By the 1990s, most reformers had despaired of challenging the religious establishment, and made do with the idea of direct elections for the office of prime minister alone. Activated first in 1996, and undertaken three times before being rescinded in 2001, this idea bastardized the whole concept of plurality elections: Providing voters with the opportunity to cast a ballot for a prime ministerial candidate and a separate ballot for a party list, this odd half-reform in fact gave voters more, not less, incentive to vote for smaller parties. Other than this one misbegotten attempt at change, Israel's only successful electoral reform has been the raising of the threshold percentage for entering the Knesset to its current level of two percent.
The many political reform bills currently before the Knesset scrupulously avoid the issue of electoral reform. In the course of a personal survey of Knesset lawmakers, conducted in late 2006 and early 2007, this author discovered that most of them take the existing system as a given, whether out of despair, ignorance, or expediency. Evidently, the anti-reform lobby's pressure has been so effective that Ben-Gurion's original reformist inspiration, and a subsequent generation's attempts to fulfill it, have all but vanished, even as Israel's political decay has become impossible to ignore.
THE ANTI-REFORMISTS GIVE DIVERSE EXPLANATIONS for their position, most of which tend to conceal their fear of a new and unknown system in which many of them have reason to suspect they will not survive politically.

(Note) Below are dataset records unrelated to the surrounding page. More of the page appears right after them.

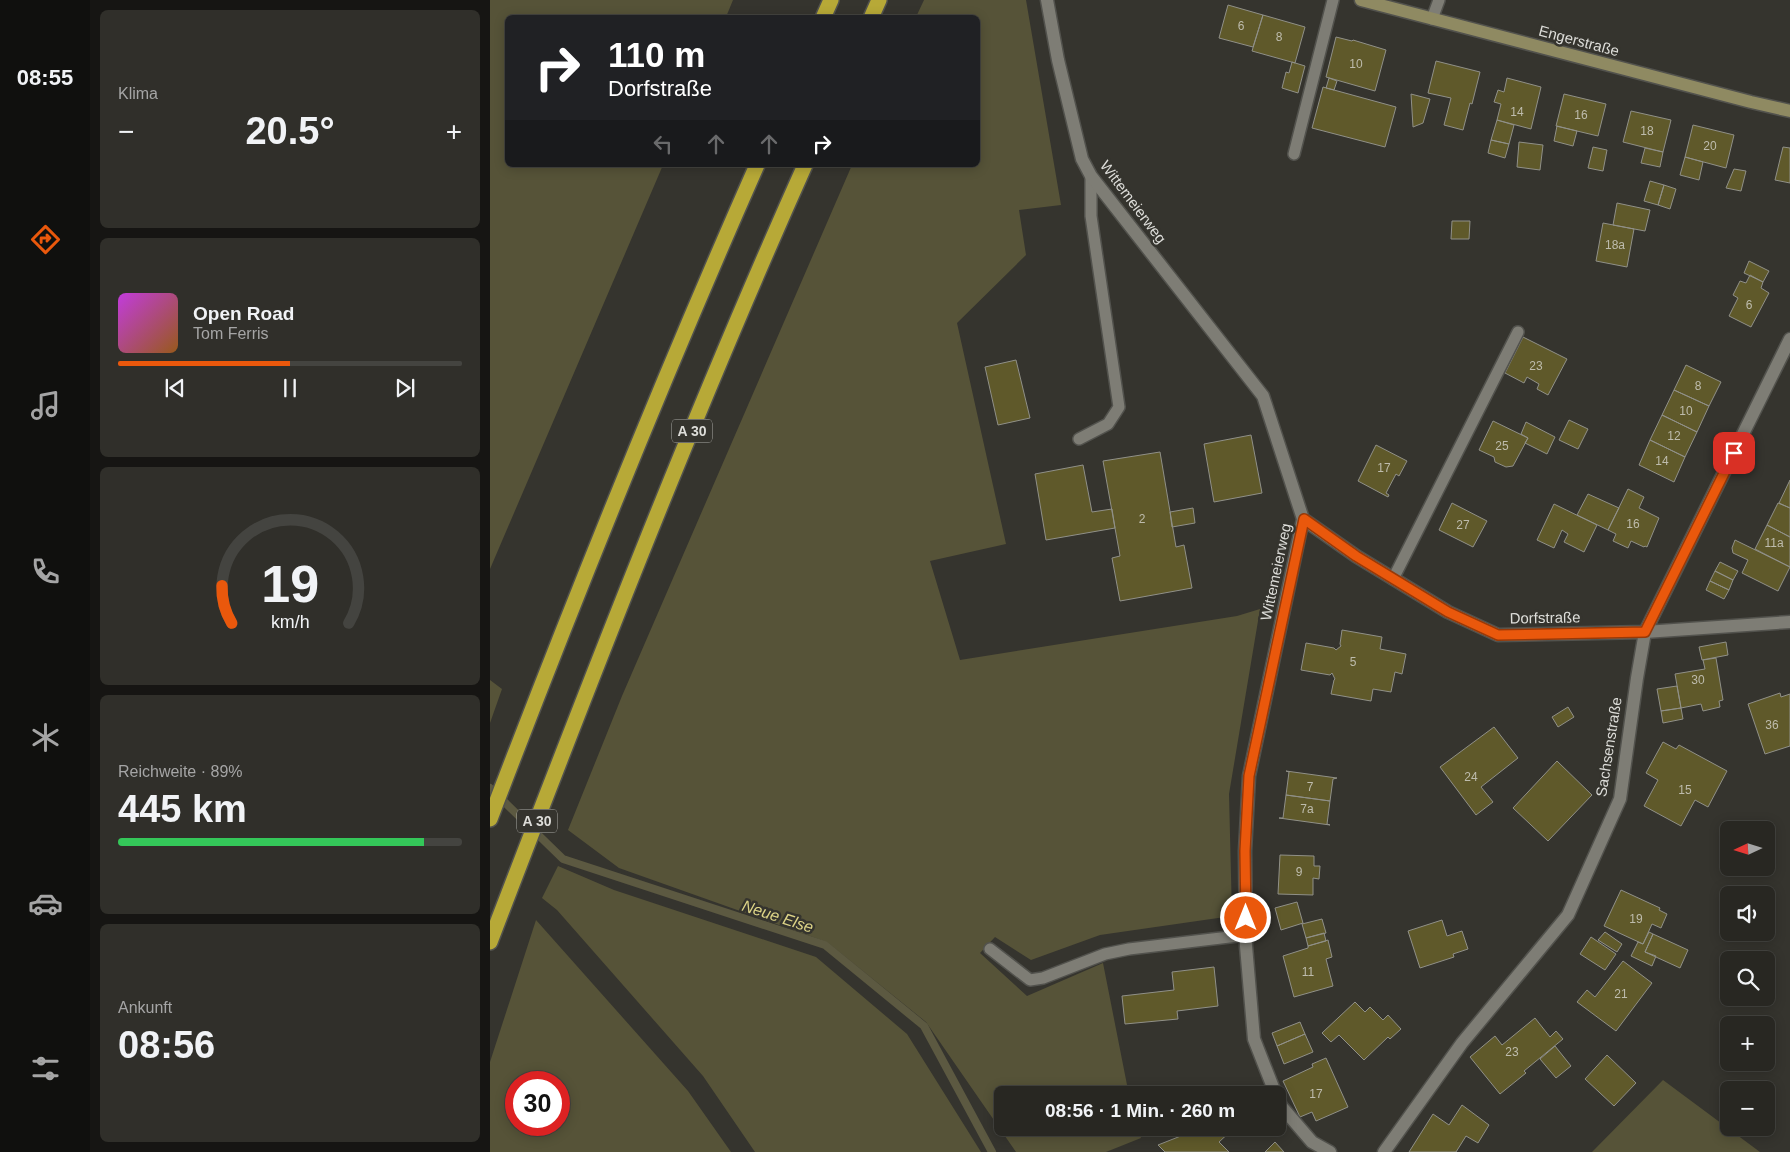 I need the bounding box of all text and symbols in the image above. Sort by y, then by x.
house number: 6 [1238,19,1245,33]
street label: Engerstraße [1537,22,1621,59]
house number: 8 [1276,30,1283,44]
icon: right [525,35,590,100]
text: 110 m [608,35,705,74]
house number: 10 [1349,57,1363,71]
text: 08:55 [17,65,73,90]
text: Dorfstraße [608,76,712,101]
text: Klima [118,85,158,102]
house number: 14 [1510,105,1524,119]
house number: 16 [1574,108,1588,122]
text: 20.5° [245,110,335,152]
text: − [118,116,134,147]
text: + [446,116,462,147]
house number: 18 [1640,124,1654,138]
icon: left [649,130,677,158]
icon: ahead [702,130,730,158]
icon: ahead [755,130,783,158]
icon: right [808,130,836,158]
house number: 20 [1703,139,1717,153]
street label: Wittemeierweg [1097,157,1170,246]
icon: directions [28,222,63,257]
house number: 18a [1605,238,1625,252]
house number: 6 [1746,298,1753,312]
text: Open Road [193,303,294,324]
text: Tom Ferris [193,325,269,342]
house number: 23 [1529,359,1543,373]
icon: previous [161,374,189,402]
icon: pause [276,374,304,402]
icon: next [391,374,419,402]
house number: 8 [1695,379,1702,393]
icon: music [28,388,63,423]
house number: 10 [1679,404,1693,418]
road number: A 30 [672,420,712,442]
house number: 12 [1667,429,1681,443]
pin [1713,432,1755,474]
house number: 25 [1495,439,1509,453]
icon: arrive [1720,439,1748,467]
house number: 14 [1655,454,1669,468]
house number: 17 [1377,461,1391,475]
house number: 2 [1139,512,1146,526]
house number: 16 [1626,517,1640,531]
house number: 27 [1456,518,1470,532]
street label: Wittemeierweg [1257,522,1294,622]
house number: 11a [1764,536,1784,550]
icon: phone [28,554,63,589]
text: 19 [261,555,319,613]
street label: Dorfstraße [1509,608,1581,627]
text: km/h [271,612,309,632]
house number: 5 [1350,655,1357,669]
house number: 30 [1691,673,1705,687]
street label: Sachsenstraße [1592,696,1625,798]
house number: 36 [1765,718,1779,732]
icon: climate [28,720,63,755]
text: Reichweite · 89% [118,763,243,780]
house number: 24 [1464,770,1478,784]
house number: 7 [1307,780,1314,794]
house number: 15 [1678,783,1692,797]
text: 445 km [118,788,247,830]
house number: 7a [1300,802,1314,816]
road number: A 30 [517,809,557,832]
north arrow [1720,821,1775,876]
map controls [1720,821,1775,1136]
house number: 9 [1296,865,1303,879]
icon: car [28,886,63,921]
button: sound [1720,886,1775,941]
position arrow [1219,891,1271,943]
water label: Neue Else [740,897,816,936]
house number: 19 [1629,912,1643,926]
button: search [1720,951,1775,1006]
house number: 11 [1302,965,1315,979]
house number: 21 [1614,987,1628,1001]
text: Ankunft [118,999,172,1016]
button: + [1720,1016,1775,1071]
text: 08:56 [118,1024,215,1066]
house number: 23 [1505,1045,1519,1059]
icon: filters [28,1051,63,1086]
speed limit sign: 30 [505,1071,570,1136]
button: − [1720,1081,1775,1136]
house number: 17 [1309,1087,1323,1101]
text: 08:56 · 1 Min. · 260 m [1045,1100,1235,1121] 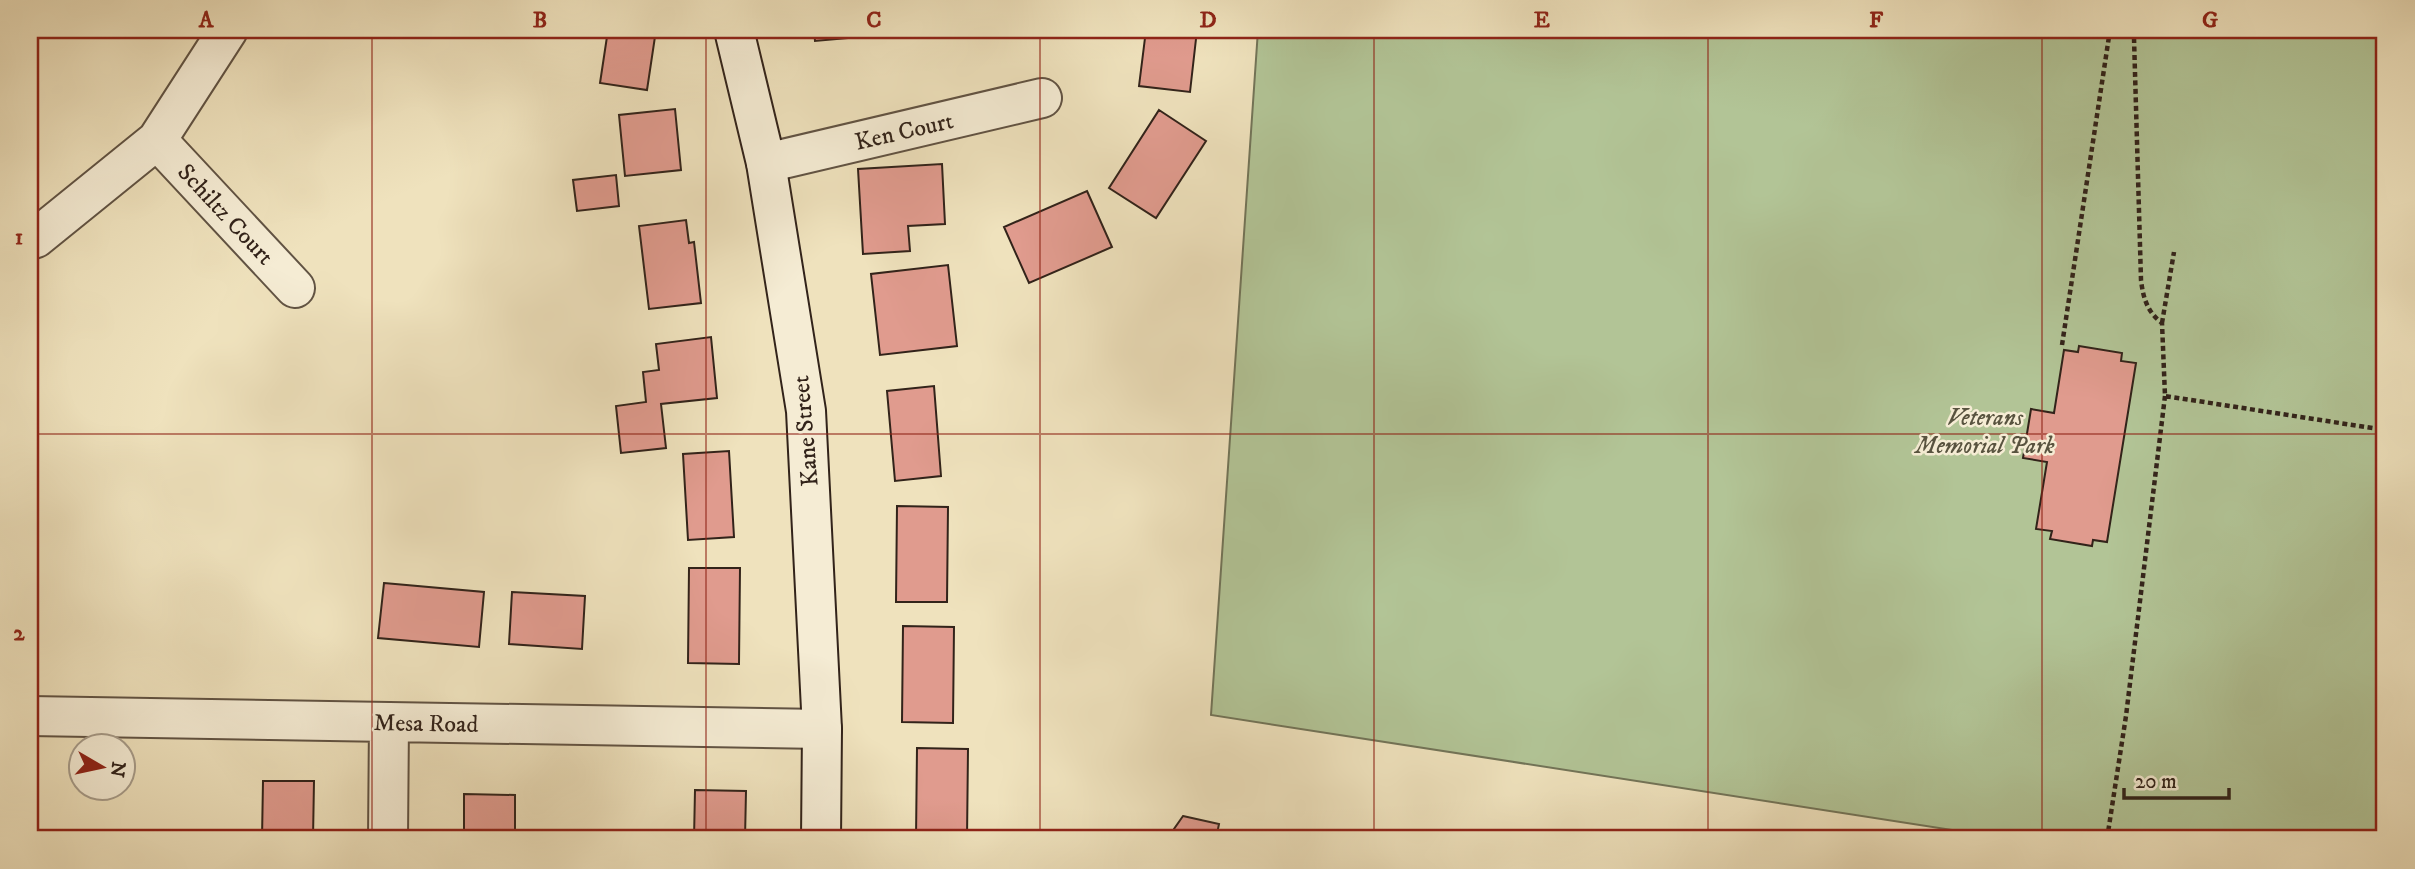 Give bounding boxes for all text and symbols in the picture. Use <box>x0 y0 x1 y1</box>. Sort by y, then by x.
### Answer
text: A <box>198 6 215 35</box>
text: B <box>533 6 547 35</box>
text: C <box>866 6 882 35</box>
text: D <box>1199 6 1217 35</box>
text: E <box>1534 6 1550 35</box>
text: F <box>1869 6 1884 35</box>
text: G <box>2202 6 2218 35</box>
street label: Ken Court <box>852 106 957 158</box>
street label: Schiltz Court <box>171 158 280 272</box>
text: 1 <box>15 223 23 252</box>
street label: Kane Street <box>786 374 826 488</box>
park label: Veterans Memorial Park <box>1913 403 2055 461</box>
text: 2 <box>13 619 25 648</box>
street label: Mesa Road <box>373 708 479 740</box>
north arrow <box>66 732 136 802</box>
scale bar <box>2124 757 2230 801</box>
text: N <box>105 760 130 779</box>
text: 20 m <box>2135 769 2177 795</box> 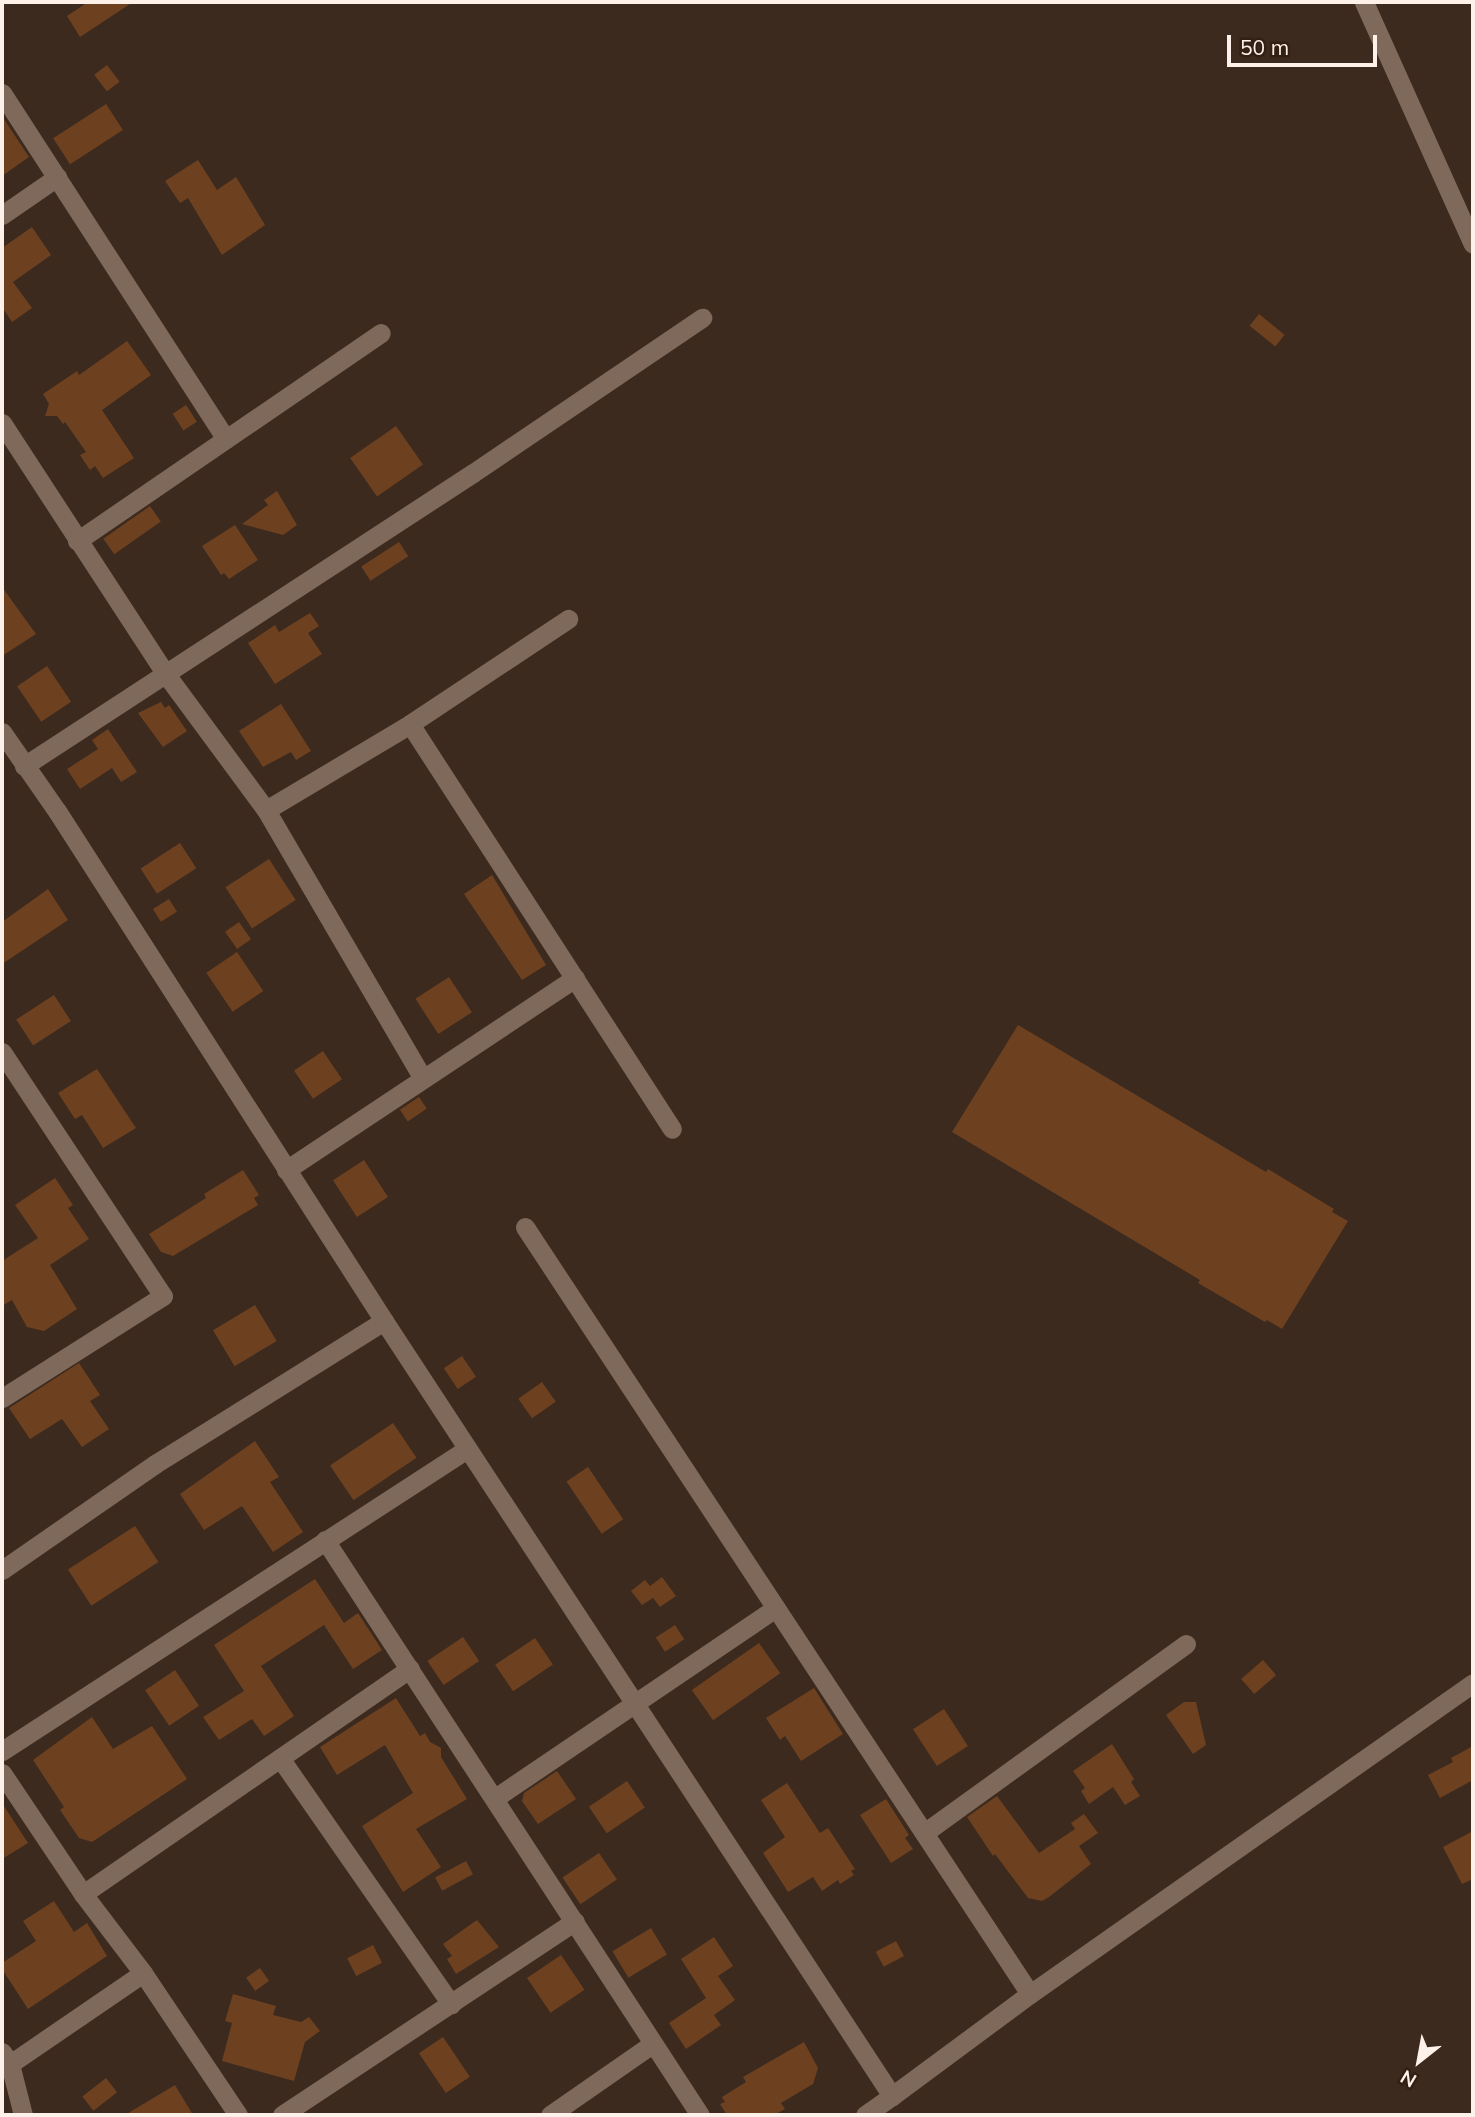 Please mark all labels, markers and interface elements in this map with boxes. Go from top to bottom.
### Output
scale bar [1230,21,1380,65]
text: 50 m [1240,34,1289,60]
north arrow [1384,2026,1454,2096]
text: N [1396,2065,1421,2093]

They argue, for instance, that Israel does not need regional elections because –– to quote a former foreign minister –– "Israel is a small country and there is no difference between Tel Aviv and Ramat Gan." This reasoning confuses regionalism with federalism, as district elections are held not in order to respect local distinctions, but in order to hold legislators accountable to their constituents rather than to a party apparatus. Furthermore, the idea that Israel's size precludes the use of a plurality system is patently unfounded. Denmark, Austria, Finland, and Sweden, all of which have populations roughly comparable to Israel's, have held regional elections for decades to no ill effect; so, too, does New Zealand, whose population of 3.8 million is only slightly more than half that of Israel. Such facts, however, have yet to have any significant impact on the anti-reformists.
Some supporters of PR claim that, in a district system, voters will be forced to accept representatives with whom they disagree, for whom they did not vote, and who may not tend to their specific needs. This implies that no voter should live where he can't get his favored candidate elected, a bizarre argument when one considers that accepting occasional political defeat is a fact of life in any kind of democracy. Moreover, a regionally elected representative who chooses to pander to a single group within the larger community he represents is unlikely to be re-elected. For this reason, politicians elected in a district system tend towards pragmatism and moderation, eschewing exclusionary or sectarian policies.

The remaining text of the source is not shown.